_Exercise goal_. Which lines of the entries contain the string "Ruland"? Please find them and copy them.

----------

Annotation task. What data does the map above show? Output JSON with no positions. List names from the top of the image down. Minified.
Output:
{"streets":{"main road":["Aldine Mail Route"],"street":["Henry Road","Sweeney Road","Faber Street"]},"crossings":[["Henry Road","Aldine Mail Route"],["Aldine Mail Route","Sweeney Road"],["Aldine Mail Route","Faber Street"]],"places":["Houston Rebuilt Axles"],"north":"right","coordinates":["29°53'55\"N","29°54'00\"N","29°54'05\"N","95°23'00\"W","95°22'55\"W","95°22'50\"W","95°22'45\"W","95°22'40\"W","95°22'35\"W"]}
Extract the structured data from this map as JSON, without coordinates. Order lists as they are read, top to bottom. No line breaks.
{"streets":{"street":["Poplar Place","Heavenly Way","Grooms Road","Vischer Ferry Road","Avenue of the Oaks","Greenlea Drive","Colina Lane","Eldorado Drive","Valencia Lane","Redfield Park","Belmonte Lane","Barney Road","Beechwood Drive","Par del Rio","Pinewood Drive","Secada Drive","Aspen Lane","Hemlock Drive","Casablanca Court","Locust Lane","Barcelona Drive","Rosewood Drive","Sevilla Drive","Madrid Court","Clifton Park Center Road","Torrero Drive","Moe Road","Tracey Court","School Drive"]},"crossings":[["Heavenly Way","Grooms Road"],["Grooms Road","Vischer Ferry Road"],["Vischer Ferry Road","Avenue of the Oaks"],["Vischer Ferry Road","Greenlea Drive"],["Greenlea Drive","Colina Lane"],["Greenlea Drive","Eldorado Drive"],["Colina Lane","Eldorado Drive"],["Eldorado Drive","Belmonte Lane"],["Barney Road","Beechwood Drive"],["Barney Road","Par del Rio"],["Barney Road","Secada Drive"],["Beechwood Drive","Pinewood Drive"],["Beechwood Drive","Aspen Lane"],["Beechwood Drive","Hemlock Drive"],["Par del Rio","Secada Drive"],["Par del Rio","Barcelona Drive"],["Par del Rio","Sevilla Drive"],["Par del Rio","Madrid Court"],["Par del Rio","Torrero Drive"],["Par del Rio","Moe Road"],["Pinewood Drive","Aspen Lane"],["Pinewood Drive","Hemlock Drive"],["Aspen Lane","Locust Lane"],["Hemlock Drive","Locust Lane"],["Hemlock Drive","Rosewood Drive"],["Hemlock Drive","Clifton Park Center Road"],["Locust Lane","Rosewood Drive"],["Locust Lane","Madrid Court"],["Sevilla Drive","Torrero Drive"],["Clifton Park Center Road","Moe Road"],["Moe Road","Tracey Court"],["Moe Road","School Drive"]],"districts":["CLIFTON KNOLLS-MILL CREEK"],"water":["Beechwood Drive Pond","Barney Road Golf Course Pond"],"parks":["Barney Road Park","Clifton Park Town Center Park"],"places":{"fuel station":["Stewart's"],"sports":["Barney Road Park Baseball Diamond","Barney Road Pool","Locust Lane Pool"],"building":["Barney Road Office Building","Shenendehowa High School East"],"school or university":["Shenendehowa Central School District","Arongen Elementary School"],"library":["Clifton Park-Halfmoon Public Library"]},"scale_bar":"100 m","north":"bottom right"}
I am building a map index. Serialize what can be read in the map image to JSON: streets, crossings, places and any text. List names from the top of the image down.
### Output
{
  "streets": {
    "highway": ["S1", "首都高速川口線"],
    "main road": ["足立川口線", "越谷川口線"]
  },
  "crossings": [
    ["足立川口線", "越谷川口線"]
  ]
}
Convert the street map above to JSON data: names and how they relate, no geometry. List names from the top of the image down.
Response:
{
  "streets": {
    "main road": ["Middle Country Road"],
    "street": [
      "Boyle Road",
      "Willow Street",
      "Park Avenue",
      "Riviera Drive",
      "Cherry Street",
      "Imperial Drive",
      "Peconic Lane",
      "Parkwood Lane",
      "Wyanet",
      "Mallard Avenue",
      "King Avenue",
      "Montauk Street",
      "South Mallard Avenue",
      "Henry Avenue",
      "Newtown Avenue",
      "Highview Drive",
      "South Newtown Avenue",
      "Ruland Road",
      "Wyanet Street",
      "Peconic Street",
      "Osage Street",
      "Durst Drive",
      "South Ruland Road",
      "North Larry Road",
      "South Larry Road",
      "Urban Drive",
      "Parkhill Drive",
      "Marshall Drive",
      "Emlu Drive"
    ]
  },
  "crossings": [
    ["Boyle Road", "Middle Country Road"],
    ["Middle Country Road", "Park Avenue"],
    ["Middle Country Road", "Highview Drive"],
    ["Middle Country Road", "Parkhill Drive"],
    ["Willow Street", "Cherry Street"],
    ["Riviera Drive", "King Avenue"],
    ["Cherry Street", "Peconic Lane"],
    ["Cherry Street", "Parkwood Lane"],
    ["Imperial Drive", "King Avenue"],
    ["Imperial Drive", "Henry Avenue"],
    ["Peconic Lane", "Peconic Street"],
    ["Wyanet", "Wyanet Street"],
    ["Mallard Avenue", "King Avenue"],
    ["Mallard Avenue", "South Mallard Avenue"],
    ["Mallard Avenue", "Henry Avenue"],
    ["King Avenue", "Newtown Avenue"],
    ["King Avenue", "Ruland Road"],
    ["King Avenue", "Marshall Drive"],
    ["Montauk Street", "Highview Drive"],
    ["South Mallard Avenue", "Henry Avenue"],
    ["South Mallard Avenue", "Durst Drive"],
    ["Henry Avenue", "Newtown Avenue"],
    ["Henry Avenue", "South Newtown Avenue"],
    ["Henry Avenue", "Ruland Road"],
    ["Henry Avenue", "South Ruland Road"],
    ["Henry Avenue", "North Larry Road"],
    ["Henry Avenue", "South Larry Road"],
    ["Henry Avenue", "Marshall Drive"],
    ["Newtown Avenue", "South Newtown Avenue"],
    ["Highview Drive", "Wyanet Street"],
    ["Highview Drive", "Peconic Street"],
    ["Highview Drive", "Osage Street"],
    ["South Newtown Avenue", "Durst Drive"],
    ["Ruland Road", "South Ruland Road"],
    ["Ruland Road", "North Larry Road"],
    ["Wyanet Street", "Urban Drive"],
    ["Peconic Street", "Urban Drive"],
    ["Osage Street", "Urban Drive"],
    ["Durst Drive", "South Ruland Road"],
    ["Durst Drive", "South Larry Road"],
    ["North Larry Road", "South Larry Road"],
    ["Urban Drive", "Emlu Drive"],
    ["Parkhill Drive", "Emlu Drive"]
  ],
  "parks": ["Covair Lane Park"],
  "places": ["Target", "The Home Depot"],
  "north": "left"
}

----------

_Written answer_.
      "Ruland Road",
      "South Ruland Road",
    ["King Avenue", "Ruland Road"],
    ["Henry Avenue", "Ruland Road"],
    ["Henry Avenue", "South Ruland Road"],
    ["Ruland Road", "South Ruland Road"],
    ["Ruland Road", "North Larry Road"],
    ["Durst Drive", "South Ruland Road"],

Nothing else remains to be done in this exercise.